Bars and courts in Europe should be proactive. Clear guidelines on AI use, model clauses for engagement letters, and training for judges on recognising AI‑generated text would all be cheaper than waiting for a Feldman‑style disaster and improvising under pressure.
6. Looking ahead
Several trends are now more likely.
1. Mandatory disclosure of AI use. Some US judges already ask lawyers to certify whether and how they used AI in drafting. Expect more courts—on both sides of the Atlantic—to adopt template standing orders: AI is allowed, but you must disclose and you remain fully responsible.
2. Standard of competence will rise. Bar exams and continuing‑education programmes will start to include AI literacy: understanding hallucinations, prompt‑engineering for research, and safe verification workflows. In a few years, claiming “I didn’t know the chatbot might fabricate cases” will sound as weak as “I didn’t know email could be spoofed.”
3. Product design will harden. Legal‑focused AI tools will double down on source‑linked answers—every proposition accompanied by direct links to the official text. Vendors that can demonstrate low hallucination rates with independent audits will gain a competitive edge.
4. Malpractice and insurance pressure. Professional indemnity insurers will start asking explicit questions about AI use and may require documented policies. A Feldman‑style sanction order is an underwriter’s nightmare scenario: clear misuse, repeated warnings, and catastrophic client impact.
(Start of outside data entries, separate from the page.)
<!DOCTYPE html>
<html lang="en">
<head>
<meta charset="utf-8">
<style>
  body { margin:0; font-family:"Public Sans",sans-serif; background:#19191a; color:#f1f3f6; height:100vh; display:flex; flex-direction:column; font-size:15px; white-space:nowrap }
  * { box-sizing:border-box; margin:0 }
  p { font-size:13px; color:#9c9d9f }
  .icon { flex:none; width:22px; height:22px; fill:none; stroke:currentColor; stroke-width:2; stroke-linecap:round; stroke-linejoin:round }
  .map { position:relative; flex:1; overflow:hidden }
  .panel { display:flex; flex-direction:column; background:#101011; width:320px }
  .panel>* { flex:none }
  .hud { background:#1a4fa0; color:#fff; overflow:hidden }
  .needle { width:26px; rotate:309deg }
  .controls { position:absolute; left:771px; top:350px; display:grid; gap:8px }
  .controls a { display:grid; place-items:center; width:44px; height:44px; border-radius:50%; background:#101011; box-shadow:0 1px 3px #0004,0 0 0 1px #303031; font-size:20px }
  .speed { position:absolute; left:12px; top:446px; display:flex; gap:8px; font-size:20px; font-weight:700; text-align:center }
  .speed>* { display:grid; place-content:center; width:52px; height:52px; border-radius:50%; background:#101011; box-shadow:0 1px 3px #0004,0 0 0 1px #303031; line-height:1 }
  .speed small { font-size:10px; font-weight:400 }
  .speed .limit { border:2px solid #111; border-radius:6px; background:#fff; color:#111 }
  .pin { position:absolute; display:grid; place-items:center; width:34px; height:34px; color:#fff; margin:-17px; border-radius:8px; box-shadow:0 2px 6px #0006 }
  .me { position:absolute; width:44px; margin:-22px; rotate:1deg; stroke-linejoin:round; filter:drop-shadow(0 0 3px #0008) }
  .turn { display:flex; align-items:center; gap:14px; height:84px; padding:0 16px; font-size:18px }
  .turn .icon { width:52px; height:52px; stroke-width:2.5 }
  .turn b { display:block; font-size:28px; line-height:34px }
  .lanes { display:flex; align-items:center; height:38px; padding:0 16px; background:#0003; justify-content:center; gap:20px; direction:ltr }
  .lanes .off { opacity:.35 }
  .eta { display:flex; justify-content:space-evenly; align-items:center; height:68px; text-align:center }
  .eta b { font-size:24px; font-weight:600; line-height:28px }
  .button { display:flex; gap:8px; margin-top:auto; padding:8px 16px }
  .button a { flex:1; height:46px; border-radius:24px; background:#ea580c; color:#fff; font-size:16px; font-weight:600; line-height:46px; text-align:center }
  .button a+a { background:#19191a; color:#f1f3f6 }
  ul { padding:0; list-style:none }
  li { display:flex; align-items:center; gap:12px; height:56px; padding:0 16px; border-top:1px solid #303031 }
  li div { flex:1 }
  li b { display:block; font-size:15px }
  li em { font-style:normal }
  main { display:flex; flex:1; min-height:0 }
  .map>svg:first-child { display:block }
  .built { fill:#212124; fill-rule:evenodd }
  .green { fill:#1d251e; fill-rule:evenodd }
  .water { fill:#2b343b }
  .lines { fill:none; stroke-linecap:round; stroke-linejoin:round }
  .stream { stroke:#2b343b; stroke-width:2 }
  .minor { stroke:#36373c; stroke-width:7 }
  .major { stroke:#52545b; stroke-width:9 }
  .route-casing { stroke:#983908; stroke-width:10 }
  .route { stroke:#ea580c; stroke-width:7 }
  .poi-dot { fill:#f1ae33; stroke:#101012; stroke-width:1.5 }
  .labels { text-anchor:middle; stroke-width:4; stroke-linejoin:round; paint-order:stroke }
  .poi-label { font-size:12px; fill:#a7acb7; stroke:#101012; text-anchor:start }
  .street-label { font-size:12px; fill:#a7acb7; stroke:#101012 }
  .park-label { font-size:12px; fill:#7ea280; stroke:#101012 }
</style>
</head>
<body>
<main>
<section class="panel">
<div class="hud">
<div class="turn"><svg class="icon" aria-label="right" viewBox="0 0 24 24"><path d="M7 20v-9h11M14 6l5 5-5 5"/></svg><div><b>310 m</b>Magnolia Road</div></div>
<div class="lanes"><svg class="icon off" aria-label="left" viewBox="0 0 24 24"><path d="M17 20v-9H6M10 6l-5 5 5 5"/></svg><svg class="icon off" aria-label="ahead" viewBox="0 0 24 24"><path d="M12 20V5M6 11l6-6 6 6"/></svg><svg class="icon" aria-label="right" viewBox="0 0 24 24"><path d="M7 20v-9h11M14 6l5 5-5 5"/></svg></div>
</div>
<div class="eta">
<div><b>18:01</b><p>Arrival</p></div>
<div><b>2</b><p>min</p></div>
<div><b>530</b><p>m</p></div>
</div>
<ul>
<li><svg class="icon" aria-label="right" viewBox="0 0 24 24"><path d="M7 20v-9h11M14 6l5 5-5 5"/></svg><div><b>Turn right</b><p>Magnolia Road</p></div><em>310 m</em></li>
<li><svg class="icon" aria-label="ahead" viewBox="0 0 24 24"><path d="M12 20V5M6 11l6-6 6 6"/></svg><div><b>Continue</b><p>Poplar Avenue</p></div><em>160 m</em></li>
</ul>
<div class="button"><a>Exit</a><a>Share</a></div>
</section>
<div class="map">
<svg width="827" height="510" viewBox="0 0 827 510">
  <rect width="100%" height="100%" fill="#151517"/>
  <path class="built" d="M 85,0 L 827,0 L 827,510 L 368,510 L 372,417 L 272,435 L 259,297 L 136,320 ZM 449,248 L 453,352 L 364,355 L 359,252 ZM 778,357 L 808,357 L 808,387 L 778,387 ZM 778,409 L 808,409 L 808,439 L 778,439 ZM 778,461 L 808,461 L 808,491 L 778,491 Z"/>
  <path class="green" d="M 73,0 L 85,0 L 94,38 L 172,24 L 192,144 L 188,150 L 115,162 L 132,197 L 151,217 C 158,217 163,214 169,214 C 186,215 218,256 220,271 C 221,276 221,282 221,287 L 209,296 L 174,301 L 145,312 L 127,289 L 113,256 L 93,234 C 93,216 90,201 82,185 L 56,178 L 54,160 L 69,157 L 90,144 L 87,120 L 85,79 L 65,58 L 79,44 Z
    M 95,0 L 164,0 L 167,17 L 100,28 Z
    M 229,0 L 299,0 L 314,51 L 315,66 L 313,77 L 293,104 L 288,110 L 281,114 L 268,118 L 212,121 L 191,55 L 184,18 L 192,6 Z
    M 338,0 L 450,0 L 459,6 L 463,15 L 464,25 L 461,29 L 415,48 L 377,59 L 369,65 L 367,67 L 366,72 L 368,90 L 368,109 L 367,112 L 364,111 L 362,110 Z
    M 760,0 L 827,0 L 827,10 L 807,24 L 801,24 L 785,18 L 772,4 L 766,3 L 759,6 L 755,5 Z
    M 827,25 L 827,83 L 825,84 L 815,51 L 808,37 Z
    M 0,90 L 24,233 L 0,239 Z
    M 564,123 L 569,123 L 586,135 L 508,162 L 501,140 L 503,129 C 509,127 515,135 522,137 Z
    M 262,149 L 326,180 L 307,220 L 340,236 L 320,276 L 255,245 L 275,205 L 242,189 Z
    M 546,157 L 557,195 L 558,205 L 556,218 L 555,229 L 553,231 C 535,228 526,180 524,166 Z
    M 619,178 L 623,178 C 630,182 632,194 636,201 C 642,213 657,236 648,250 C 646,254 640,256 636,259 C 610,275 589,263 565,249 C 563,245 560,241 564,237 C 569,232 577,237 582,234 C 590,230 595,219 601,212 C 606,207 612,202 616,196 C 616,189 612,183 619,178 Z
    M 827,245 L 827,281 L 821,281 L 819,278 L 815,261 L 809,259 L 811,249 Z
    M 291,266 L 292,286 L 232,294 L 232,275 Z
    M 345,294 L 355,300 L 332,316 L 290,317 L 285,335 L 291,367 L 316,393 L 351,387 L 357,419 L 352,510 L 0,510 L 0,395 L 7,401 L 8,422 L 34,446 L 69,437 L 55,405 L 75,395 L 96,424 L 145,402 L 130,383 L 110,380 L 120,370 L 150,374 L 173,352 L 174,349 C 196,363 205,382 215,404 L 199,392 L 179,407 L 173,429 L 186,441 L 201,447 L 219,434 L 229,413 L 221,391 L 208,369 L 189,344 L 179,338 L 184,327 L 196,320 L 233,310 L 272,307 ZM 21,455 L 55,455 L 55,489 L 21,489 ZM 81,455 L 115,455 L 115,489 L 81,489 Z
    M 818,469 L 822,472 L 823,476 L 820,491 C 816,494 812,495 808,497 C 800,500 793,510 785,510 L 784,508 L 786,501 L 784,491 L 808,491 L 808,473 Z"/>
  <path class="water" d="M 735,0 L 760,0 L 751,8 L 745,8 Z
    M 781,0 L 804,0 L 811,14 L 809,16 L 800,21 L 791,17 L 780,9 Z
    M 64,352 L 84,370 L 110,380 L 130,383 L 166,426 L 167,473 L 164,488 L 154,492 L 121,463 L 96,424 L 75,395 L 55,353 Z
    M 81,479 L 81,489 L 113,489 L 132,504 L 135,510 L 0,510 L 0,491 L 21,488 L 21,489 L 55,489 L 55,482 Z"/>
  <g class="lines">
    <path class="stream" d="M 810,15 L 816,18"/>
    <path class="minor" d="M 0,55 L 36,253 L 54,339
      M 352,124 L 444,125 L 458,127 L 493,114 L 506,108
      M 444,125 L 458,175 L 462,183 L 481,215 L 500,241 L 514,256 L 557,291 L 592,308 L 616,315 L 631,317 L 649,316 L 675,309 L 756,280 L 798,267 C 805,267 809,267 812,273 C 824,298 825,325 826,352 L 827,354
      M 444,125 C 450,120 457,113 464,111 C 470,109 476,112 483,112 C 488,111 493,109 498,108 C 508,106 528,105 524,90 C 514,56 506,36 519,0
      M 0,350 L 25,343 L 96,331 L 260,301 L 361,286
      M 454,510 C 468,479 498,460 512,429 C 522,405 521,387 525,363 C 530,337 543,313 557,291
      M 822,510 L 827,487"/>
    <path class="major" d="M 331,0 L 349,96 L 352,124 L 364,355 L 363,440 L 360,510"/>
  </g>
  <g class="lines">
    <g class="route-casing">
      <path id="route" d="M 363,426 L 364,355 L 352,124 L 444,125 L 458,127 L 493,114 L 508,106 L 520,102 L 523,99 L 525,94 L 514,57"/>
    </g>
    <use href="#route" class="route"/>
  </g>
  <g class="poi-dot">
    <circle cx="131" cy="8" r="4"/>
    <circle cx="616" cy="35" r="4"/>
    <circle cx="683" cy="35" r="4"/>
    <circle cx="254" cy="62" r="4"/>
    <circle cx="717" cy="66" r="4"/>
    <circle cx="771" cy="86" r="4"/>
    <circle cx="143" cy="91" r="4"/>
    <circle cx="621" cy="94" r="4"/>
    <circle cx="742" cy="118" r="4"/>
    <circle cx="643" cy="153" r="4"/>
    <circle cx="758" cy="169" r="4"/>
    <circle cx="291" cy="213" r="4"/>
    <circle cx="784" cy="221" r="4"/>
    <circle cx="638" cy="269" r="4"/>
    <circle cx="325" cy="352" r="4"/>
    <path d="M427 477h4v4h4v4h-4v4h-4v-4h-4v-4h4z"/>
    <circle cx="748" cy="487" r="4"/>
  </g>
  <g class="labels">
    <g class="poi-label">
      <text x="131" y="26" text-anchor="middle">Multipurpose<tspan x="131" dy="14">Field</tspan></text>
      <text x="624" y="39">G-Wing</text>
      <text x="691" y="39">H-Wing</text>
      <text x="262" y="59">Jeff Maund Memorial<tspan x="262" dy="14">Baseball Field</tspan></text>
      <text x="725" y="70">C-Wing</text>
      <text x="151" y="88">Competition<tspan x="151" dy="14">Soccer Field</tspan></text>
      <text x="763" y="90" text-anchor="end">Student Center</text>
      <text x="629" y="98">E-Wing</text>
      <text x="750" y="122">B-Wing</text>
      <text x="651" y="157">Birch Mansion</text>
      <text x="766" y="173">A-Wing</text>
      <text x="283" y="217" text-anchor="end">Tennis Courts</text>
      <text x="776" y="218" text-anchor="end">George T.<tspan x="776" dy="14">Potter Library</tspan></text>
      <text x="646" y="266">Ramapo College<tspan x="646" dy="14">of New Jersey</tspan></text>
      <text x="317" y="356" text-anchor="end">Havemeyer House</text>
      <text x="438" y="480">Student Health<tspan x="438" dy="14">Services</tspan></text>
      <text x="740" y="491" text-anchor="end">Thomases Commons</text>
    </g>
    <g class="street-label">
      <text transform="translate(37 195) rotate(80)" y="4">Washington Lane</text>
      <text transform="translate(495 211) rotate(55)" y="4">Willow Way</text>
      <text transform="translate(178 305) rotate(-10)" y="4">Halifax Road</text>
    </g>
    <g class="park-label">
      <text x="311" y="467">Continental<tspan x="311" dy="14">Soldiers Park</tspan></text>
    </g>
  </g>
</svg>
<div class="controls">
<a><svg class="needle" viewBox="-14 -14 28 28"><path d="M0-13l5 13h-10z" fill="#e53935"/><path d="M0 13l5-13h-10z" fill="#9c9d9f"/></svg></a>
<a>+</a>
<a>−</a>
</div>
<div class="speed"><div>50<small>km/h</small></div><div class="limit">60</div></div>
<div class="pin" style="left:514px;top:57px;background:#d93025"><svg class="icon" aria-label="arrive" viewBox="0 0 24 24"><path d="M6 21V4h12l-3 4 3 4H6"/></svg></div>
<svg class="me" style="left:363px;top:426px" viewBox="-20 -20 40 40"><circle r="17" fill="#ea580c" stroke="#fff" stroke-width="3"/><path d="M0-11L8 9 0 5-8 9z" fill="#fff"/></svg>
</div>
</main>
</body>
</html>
In terms of timeline, policy moves in the legal sector tend to lag headlines by 12–24 months. That’s just enough time for smart firms—and smart regulators—to build thoughtful frameworks, rather than reactive bans.
The unresolved questions are political as much as technical: Will states invest in usable, open legal data so that safe AI tools can flourish on top? Or will we entrench a system where high‑quality, low‑risk AI research is available only to those who can afford the premium platforms?
7. The bottom line
This case is not really about Ray Bradbury quotes or baroque prose; it is about a lawyer who outsourced judgment to a machine and then ducked responsibility. The judge’s decision sets a new, harsher baseline: if you let AI pollute the record and ignore warnings, your client may lose everything.
AI will not disappear from legal practice—nor should it. But the message from this New York courtroom, to lawyers from New York to Berlin, is simple: use AI as a power tool, not as autopilot. The open question is whether our legal systems will now invest in the infrastructure that makes the responsible path realistically accessible to everyone, not just to the biggest firms.